16 de septiembre: Cataluña conseguía el dominio .cat en Internet
El 16 de septiembre de 2005, la ICANN aprobaba el primer dominio de Internet concedido a una comunidad lingüística y cultural
El 16 de septiembre de 2005, Cataluña y la lengua catalana conseguían un hito insólito en Internet. Aquel día, la ICANN, la organización responsable de coordinar el sistema mundial de dominios, aprobaba definitivamente la creación del dominio .cat.
La decisión tenía una particularidad que convertiría el .cat en un dominio pionero: no había sido creado para representar un estado, sino una comunidad lingüística y cultural.
Por primera vez, una lengua y la cultura que se expresaba a través de ella disponían de un dominio propio en Internet.
Un dominio para la comunidad catalanohablante
Cuando pensamos en los dominios de Internet es habitual relacionarlos con territorios. España tiene el .es, Francia el .fr e Italia el .it.
Pero el .cat nació con una filosofía diferente.
No es un dominio territorial ni está reservado exclusivamente a personas, empresas o instituciones situadas en Cataluña. Su objetivo es identificar en Internet la comunidad lingüística y cultural catalana.
Esto significa que lo pueden utilizar personas y organizaciones de cualquier lugar del mundo siempre que su web tenga una vinculación con la lengua y la cultura catalanas.
Una iniciativa nacida de la sociedad civil
El camino hasta conseguir el dominio había empezado años antes. El impulso surgió de la sociedad civil y del mundo de Internet, que veían en la red una oportunidad para dar más visibilidad internacional a la lengua catalana.
En 2004 se presentó formalmente ante la ICANN la candidatura para crear el dominio .cat. Detrás estaba la Associació puntCAT y el apoyo de numerosas entidades, instituciones, empresas y particulares.
La candidatura defendía una idea innovadora: que una comunidad unida por una lengua y una cultura también podía tener identidad propia dentro del sistema mundial de dominios.
16 de septiembre de 2005: llega el sí
Después de meses de negociaciones y de evaluación de la candidatura, el 16 de septiembre de 2005 la ICANN anunció la aprobación del .cat.
El nuevo dominio entraba dentro de la categoría de los dominios genéricos patrocinados y se convertía en el primer dominio de Internet destinado específicamente a una comunidad lingüística y cultural.
La decisión tuvo eco más allá de Cataluña porque abría una puerta que hasta entonces no existía: Internet podía reconocer comunidades que no coincidían necesariamente con las fronteras de un estado.
El primer web .cat
Después de la aprobación todavía era necesario poner en funcionamiento el nuevo dominio.

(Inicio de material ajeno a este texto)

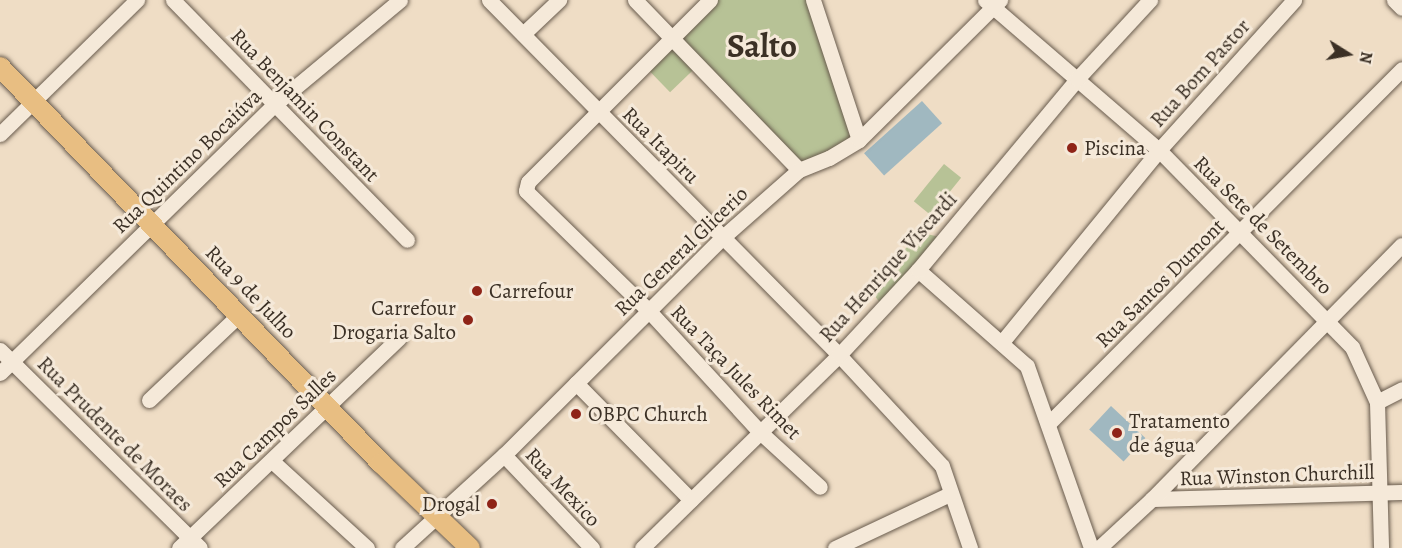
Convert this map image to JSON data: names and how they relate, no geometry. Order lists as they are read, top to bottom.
{
  "streets": {
    "main road": ["Rua 9 de Julho"],
    "street": [
      "Rua Bom Pastor",
      "Rua Benjamin Constant",
      "Rua Itapiru",
      "Rua Quintino Bocaiúva",
      "Rua Sete de Setembro",
      "Rua General Glicerio",
      "Rua Henrique Viscardi",
      "Rua Santos Dumont",
      "Rua Taça Jules Rimet",
      "Rua Campos Salles",
      "Rua Prudente de Moraes",
      "Rua Winston Churchill",
      "Rua Mexico"
    ]
  },
  "crossings": [
    ["Rua Bom Pastor", "Rua Sete de Setembro"],
    ["Rua Benjamin Constant", "Rua Quintino Bocaiúva"],
    ["Rua Itapiru", "Rua General Glicerio"],
    ["Rua Itapiru", "Rua Henrique Viscardi"],
    ["Rua Itapiru", "Rua Taça Jules Rimet"],
    ["Rua Quintino Bocaiúva", "Rua 9 de Julho"],
    ["Rua Quintino Bocaiúva", "Rua Prudente de Moraes"],
    ["Rua Sete de Setembro", "Rua General Glicerio"],
    ["Rua Sete de Setembro", "Rua Henrique Viscardi"],
    ["Rua Sete de Setembro", "Rua Santos Dumont"],
    ["Rua Sete de Setembro", "Rua Winston Churchill"],
    ["Rua General Glicerio", "Rua 9 de Julho"],
    ["Rua General Glicerio", "Rua Taça Jules Rimet"],
    ["Rua General Glicerio", "Rua Mexico"],
    ["Rua Henrique Viscardi", "Rua Taça Jules Rimet"],
    ["Rua 9 de Julho", "Rua Campos Salles"],
    ["Rua Campos Salles", "Rua Prudente de Moraes"]
  ],
  "districts": ["Salto"],
  "places": [
    "Piscina",
    "Carrefour",
    "Carrefour Drogaria Salto",
    "OBPC Church",
    "Tratamento de água",
    "Drogal"
  ],
  "north": "right"
}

El proceso se completó durante los meses siguientes y, a comienzos de 2006, los primeros dominios .cat empezaron a ser una realidad.
Uno de los momentos simbólicos llegó el 21 de diciembre de 2005, cuando se activó nic.cat, el primer dominio .cat operativo.
Durante los primeros meses se estableció un periodo de registro progresivo para que entidades vinculadas a la promoción de la lengua y la cultura catalanas, instituciones y titulares de determinadas marcas pudieran registrar sus dominios antes de la apertura general.
Una pequeña terminación con un gran significado
Con los años, el .cat se ha convertido en un elemento habitual del paisaje digital catalán. Medios de comunicación, administraciones, entidades, empresas, proyectos culturales y particulares lo han adoptado para identificar su vinculación con la lengua catalana.
Pero detrás de estas tres letras hay una historia que va mucho más allá de una dirección web.
La aprobación del .cat demostraba que una comunidad lingüística podía tener un espacio propio y reconocido internacionalmente dentro de Internet, independientemente de las fronteras políticas.
Y todo empezó oficialmente un 16 de septiembre de 2005.